The Parthians did not have any interest, commercially speaking, in having their two main customers meet, as this would have cut them out of a lucrative trade. For istance it is well-known that Caesar spent a considerable amount for silk bespoke-tailored togas, and that he gave Servilia, his mistress and mother of Brutus, a pearl from the south seas for which he paid 60,000 sesterces and Caesar was a trend-setter, imitated by other wealthy romans. Something like few years ago with Italians imitating FIAT’s chairman Giovanni Agnelli habits and choices.

The naïve Kan Yin trusted them and decided to return back to China empty handed.

Marcus Aurelius in 166 AD sent an official delegation of Romans carrying presents to the Chinese capital of Luoyang and their arrival is recorded in the dynastic annals.

The Chinese however did not respond to the Roman openings, perhaps because of the occurrence in 184 AD of the peasant rebellion known as the Yellow Turbans, which caused a frightful civil war and the fall of the Han dynasty, which had ruled over China for four centuries.

Angelo Paratico

www.icc.org.hk/PDFs/Lost_Region.pdf

kutter
03-05-2005, 09:24 AM
If they can prove that there was indeed a Roman village in China that would be absolutely amazing. I'm even more surprised that even 2000 years later there are still people with Roman features around.

That was a very good read. Thanks!

IAF
03-05-2005, 09:50 AM
If they can prove that there was indeed a Roman village in China that would be absolutely amazing. I'm even more surprised that even 2000 years later there are still people with Roman features around.
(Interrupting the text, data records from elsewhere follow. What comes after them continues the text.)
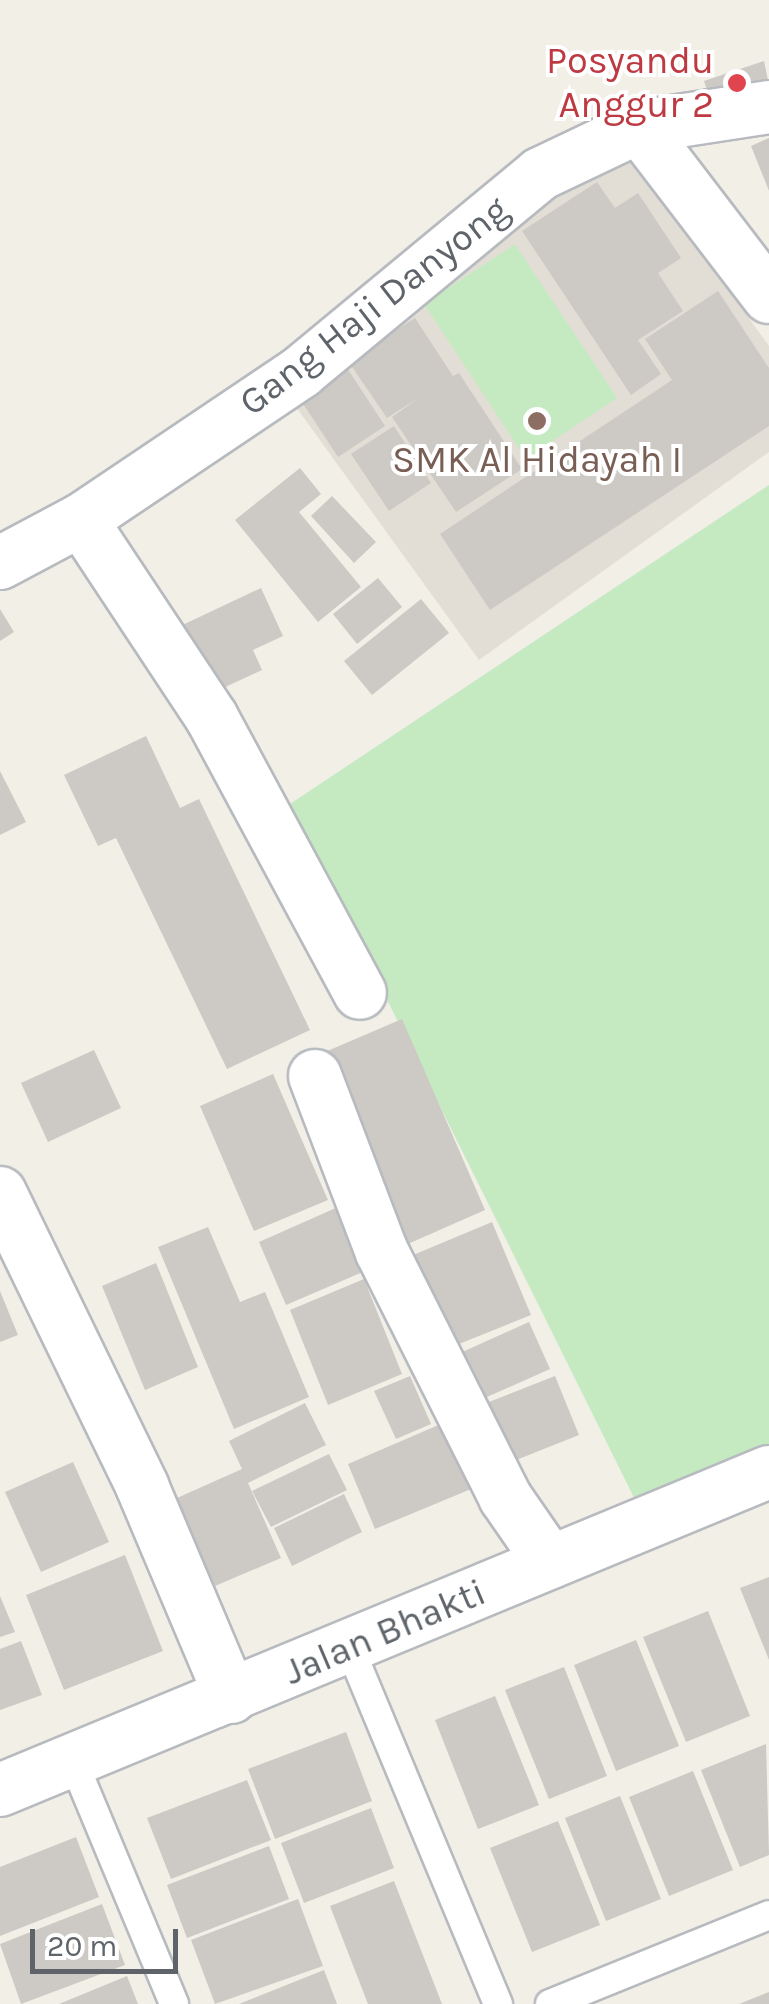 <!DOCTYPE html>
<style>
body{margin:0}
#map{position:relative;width:769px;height:2004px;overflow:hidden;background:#f2efe7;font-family:Karla,sans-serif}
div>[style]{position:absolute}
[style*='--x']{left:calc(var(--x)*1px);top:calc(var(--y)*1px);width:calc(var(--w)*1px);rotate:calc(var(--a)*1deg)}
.education>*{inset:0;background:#e2ded6}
.green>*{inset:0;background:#c5eac2}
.building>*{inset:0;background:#cdc9c4}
.roads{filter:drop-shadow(2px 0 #b7babf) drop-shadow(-2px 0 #b7babf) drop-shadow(0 2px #b7babf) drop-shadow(0 -2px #b7babf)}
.service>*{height:28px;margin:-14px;padding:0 14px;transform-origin:14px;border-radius:14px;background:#fff}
.minor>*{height:52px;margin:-26px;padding:0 26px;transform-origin:26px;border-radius:26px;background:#fff}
.dots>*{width:28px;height:28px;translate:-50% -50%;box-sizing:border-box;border:5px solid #fff;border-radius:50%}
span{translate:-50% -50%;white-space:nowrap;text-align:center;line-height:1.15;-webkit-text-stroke:8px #fff;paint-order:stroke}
.health-label{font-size:38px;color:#be3a42}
.right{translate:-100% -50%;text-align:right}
.street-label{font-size:38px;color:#5e6469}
.education-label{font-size:38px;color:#785e54}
.scale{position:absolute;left:30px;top:1929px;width:148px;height:45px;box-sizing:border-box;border:5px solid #5e6469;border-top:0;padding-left:12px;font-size:30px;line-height:35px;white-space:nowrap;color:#5e6469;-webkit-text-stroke:8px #fff;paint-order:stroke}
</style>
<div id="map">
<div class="education">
<div style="clip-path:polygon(624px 145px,769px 346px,769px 452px,479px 660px,283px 389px)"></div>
</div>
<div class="green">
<div style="clip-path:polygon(515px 244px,617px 398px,526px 459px,424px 304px)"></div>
<div style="clip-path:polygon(769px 485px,769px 1497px,656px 1542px,290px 804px)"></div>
</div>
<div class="building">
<div style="clip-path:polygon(764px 61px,769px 85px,711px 103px,704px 81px)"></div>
<div style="clip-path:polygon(769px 138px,769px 191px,751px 146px)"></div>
<div style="clip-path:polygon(597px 182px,615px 208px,638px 193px,681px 258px,658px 273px,683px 311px,638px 340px,661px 374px,631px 395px,522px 231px)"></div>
<div style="clip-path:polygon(718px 291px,769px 368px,769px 426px,490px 610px,440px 534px,672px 380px,645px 339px)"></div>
<div style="clip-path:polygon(415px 318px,453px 376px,459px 373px,522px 469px,456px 512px,392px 417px,420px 397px,387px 418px,348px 361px)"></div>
<div style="clip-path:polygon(347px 368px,385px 426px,338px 457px,300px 399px)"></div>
<div style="clip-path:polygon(394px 426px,431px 483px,389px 511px,351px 454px)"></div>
<div style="clip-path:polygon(300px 468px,321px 494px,299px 512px,361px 587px,318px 622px,235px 520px)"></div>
<div style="clip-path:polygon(332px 496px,376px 542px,354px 563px,311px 516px)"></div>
<div style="clip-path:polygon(378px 578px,402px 607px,357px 644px,333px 614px)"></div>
<div style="clip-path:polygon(261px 588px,283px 636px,253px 650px,262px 670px,206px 696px,174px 629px)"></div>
<div style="clip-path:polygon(421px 599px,449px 633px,372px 695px,344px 661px)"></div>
<div style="clip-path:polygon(0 609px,14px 632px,0 641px)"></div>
<div style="clip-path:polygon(146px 736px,180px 808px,199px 799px,310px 1030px,227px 1069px,116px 838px,98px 846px,64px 775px)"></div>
<div style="clip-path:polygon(0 771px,26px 822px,0 835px)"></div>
<div style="clip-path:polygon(402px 1019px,485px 1210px,401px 1247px,318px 1055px)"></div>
<div style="clip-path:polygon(94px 1050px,121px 1108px,48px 1142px,21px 1083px)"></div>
<div style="clip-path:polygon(273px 1074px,328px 1200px,254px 1231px,200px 1106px)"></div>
<div style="clip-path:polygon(338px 1207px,365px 1271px,286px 1305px,259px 1242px)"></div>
<div style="clip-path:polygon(492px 1222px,531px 1315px,444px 1350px,406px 1258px)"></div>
<div style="clip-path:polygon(208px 1227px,240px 1302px,265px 1292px,309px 1397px,234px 1429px,158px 1247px)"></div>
<div style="clip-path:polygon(156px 1263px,198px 1367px,145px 1390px,102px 1286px)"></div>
<div style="clip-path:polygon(364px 1279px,402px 1374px,328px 1405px,290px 1310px)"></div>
<div style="clip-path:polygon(0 1291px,18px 1335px,0 1342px)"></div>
<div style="clip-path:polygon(529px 1322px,550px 1369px,469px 1405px,449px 1358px)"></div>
<div style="clip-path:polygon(410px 1376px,431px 1424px,396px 1439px,374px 1391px)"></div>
<div style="clip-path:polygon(555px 1376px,579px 1435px,496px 1468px,471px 1409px)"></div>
<div style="clip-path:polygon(305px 1403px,326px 1445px,248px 1483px,281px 1558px,215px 1586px,177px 1498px,242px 1469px,229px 1441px)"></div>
<div style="clip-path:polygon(443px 1423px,471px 1489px,375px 1529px,348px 1464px)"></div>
<div style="clip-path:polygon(329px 1454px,347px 1490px,271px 1527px,252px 1491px)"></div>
<div style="clip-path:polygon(73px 1462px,109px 1542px,41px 1572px,5px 1492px)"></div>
<div style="clip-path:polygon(344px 1494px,362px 1532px,292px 1566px,274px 1528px)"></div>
<div style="clip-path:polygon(125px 1555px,163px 1651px,64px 1690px,26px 1595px)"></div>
<div style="clip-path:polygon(769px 1577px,769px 1660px,740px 1588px)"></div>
<div style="clip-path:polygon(0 1596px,15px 1632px,0 1637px)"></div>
<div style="clip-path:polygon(708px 1611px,750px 1716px,686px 1742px,643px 1637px)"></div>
<div style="clip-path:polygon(636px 1640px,679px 1746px,616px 1771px,574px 1665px)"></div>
<div style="clip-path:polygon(21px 1641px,42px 1695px,0 1710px,0 1649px)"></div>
<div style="clip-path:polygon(564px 1667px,607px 1776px,549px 1799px,505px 1690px)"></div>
<div style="clip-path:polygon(495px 1696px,539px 1805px,478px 1829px,435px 1720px)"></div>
<div style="clip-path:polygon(346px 1732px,372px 1801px,275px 1839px,248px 1769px)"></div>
<div style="clip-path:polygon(766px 1744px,769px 1855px,740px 1867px,701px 1770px)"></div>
<div style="clip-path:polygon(693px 1771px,733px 1870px,669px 1896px,629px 1797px)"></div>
<div style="clip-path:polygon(247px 1780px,271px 1840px,171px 1879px,147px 1818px)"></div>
<div style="clip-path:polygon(620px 1796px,661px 1899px,606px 1921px,565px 1818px)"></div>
<div style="clip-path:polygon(371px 1808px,394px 1868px,304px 1903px,281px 1843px)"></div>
<div style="clip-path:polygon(558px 1821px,600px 1925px,532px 1952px,490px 1848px)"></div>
<div style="clip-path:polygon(76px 1837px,99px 1897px,0 1936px,0 1867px)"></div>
<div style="clip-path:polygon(269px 1846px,289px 1899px,187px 1938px,167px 1885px)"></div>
<div style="clip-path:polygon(394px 1881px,442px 2004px,368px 2004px,330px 1906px)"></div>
<div style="clip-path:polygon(298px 1899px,323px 1966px,215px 2004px,191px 1940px)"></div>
<div style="clip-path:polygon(102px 1904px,125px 1965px,21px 2004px,0 1944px)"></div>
<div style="clip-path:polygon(324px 1970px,337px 2004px,239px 2004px)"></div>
<div style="clip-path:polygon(127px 1976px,138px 2004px,59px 2004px)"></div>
<div style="clip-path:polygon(769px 1992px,769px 2004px,739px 2004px)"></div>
</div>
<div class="roads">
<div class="service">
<div style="--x:349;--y:1646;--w:388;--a:67.4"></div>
<div style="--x:73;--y:1761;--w:263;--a:67.4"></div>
<div style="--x:550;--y:2004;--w:236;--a:-22.1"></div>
</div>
<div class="minor">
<div style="--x:639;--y:127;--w:214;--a:52.6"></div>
<div style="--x:81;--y:520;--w:237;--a:56.5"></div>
<div style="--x:212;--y:718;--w:312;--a:61.7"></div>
<div style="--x:0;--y:563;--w:92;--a:-28"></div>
<div style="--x:81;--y:520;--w:265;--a:-33.9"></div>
<div style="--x:301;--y:372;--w:310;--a:-39.6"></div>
<div style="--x:540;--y:174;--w:110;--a:-25.4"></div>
<div style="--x:639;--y:127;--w:132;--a:-8.7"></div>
<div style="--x:315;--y:1076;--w:188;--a:69.2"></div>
<div style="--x:382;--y:1252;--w:274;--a:63.3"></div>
<div style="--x:505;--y:1497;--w:79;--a:55.3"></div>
<div style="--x:0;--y:1193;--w:326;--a:64.1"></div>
<div style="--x:142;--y:1486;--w:229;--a:67.1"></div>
<div style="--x:0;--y:1790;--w:832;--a:-22.47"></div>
</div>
</div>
<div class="dots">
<div style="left:737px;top:83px;background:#e0444e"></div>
<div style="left:537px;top:421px;background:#8d6e63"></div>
</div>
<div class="health-label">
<span class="right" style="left:714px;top:83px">Posyandu<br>Anggur 2</span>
</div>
<div class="street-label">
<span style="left:374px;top:306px;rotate:-38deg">Gang Haji Danyong</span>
<span style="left:385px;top:1632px;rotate:-23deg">Jalan Bhakti</span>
</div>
<div class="education-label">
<span style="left:537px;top:460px">SMK Al Hidayah I</span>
</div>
<div class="scale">20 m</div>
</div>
That was a very good read. Thanks!

(Spoiler)

Regretably in the documentary, the findings were inconclusive. IMO, all it would've taken was the discovery of evidence such as ancient latin graffiti or pottery to prove that it was indeed a roman settlement - but there was none documented

Those people who claimed to be descendants of the romans no doubt had caucasian aquiline features but their ancestors could've been persians or other indo-european groups who frequently roamed central asia

perdurabo
03-05-2005, 10:35 AM
one of the oldest documents about slavs (prabably about ancestors of Poles but it is still mystery) are written by chinese cartographs somwhere about 700-800 AC

Drako
03-05-2005, 11:33 AM
one of the oldest documents about slavs (prabably about ancestors of Poles but it is still mystery) are written by chinese cartographs somwhere about 700-800 AC

They weren't "the oldest" for sure :) . Romans were visiting slavic territories long before Christ. City of Calissia (todays Kalisz) is noted on romanian maps from the 1st century AD.

perdurabo
03-05-2005, 11:47 AM
one of the oldest documents about slavs (prabably about ancestors of Poles but it is still mystery) are written by chinese cartographs somwhere about 700-800 AC

They weren't "the oldest" for sure :) . Romans were visiting slavic territories long before Christ. City of Calissia (todays Kalisz) is noted on romanian maps from the 1st century AD.
i said one of not the oldest

hughdotoh
03-08-2005, 02:35 AM
Reminds me of those mummified Gaels who were found in inner Mongolia.

If those Roman legionnaires decided to stay in China after meeting Chinese women, it would be because... never mind :oops:

iflu
03-08-2005, 03:53 AM
very interesting read, thanks

TheBelgian
03-08-2005, 05:49 AM
really interesting post, good job man.